Newborns won’t get COVID through infected mom’s breast milk: study
A new study offers more reassurance that mothers infected with SARS-CoV-2 can safely breastfeed their babies.
The study of 55 infants born to moms with COVID-19 found that none contracted the virus—even though most started getting breast milk in the hospital.
Researchers said the findings support existing advice from public health authorities. Last year, the World Health Organization (WHO) said that moms with suspected or confirmed COVID-19 can continue breastfeeding.
The U.S. Centers for Disease Control and Prevention has said that breast milk is “not a likely source” of SARS-CoV-2 transmission, and that infected moms can breastfeed as long as they take some precautions.
“If you wash your hands and wear a mask, there’s no reason you can’t breastfeed,” said Dr. Marcel Yotebieng, an associate professor at Albert Einstein College of Medicine in New York City.
Yotebieng cowrote an editorial published with the new study April 13 in the journal Pediatrics.
He said that while breastfeeding recommendations already exist, it’s important for studies to keep tracking whether infant infections related to breast milk do occur.
These latest findings do not rule out that possibility, said lead researcher Dr. Noa Ofek Shlomai, who heads the neonatal unit at Hadassah and Hebrew University Medical Center in Jerusalem.
“But transmission by breast milk is most probably unlikely,” Shlomai said.
For the study, researchers followed 55 infants born at the Israeli medical center to mothers who tested positive for SARS-CoV-2. All of the newborns tested negative for the infection soon after delivery.
Three-quarters of the babies were given breast milk during their hospital stay, and even more—85%—were breastfed after going home.
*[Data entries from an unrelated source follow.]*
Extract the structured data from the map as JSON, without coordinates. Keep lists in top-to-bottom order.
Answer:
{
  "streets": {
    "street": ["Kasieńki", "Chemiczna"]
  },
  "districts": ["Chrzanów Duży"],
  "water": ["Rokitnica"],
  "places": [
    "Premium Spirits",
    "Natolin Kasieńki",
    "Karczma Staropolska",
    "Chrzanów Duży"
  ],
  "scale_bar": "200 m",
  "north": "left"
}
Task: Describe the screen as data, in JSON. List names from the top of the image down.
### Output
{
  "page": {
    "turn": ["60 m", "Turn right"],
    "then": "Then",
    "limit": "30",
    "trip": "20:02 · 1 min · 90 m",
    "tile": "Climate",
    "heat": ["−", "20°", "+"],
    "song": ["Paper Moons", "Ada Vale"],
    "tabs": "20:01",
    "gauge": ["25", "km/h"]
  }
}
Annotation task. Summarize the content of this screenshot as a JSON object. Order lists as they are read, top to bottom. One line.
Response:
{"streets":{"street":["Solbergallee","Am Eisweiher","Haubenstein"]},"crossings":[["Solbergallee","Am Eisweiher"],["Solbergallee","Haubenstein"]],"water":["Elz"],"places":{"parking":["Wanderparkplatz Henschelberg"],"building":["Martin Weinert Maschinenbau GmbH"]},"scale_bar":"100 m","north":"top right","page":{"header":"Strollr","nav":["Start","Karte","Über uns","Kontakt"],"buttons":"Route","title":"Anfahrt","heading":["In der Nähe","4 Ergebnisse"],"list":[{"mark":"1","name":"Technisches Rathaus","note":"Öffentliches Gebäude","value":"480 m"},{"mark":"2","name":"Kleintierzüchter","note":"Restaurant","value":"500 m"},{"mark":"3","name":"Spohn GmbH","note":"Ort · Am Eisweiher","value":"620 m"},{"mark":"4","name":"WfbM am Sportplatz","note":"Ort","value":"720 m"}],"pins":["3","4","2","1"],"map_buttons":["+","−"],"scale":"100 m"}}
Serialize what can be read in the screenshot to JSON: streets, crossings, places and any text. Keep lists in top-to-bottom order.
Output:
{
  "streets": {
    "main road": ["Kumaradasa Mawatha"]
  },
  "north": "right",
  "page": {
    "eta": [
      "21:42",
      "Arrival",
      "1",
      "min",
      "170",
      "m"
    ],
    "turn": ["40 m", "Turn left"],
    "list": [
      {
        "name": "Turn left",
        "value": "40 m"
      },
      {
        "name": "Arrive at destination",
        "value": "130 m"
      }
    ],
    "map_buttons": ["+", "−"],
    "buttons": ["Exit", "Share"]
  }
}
None became infected with the coronavirus, based on screening tests done two to three weeks after leaving the hospital.
Earlier in the pandemic, the Jerusalem hospital had a policy of separating newborns from their SARS-CoV-2-positive moms. Because of that, infants in this study were given pumped breast milk by bottle.
But Shlomai said that no longer seems necessary, as long as safeguards like mask-wearing and hand-washing are followed.
That’s also in line with existing recommendations, Yotebieng noted. In general, the WHO recommends skin-to-skin contact and breastfeeding soon after an infant is born—and that applies to moms with COVID-19, too.
Yotebieng raised another question: Is it possible that breast milk provides these infants with antibodies against the virus? Such antibodies have been detected in the breast milk of infected women, Yotebieng said, but it’s unclear whether they help protect babies.
“That’s why we need more research,” he added.
What does seem increasingly clear, Shlomai said, is that the risk of babies contracting COVID-19 via breastfeeding is “very low.”
And any risk would have to be weighed against the “huge” benefits of breastfeeding, according to Yotebieng.
For one, it’s believed to support babies’ immune system development. Breastfed babies are less likely to develop ear infections, diarrhea, asthma and severe lung infections, according to the CDC.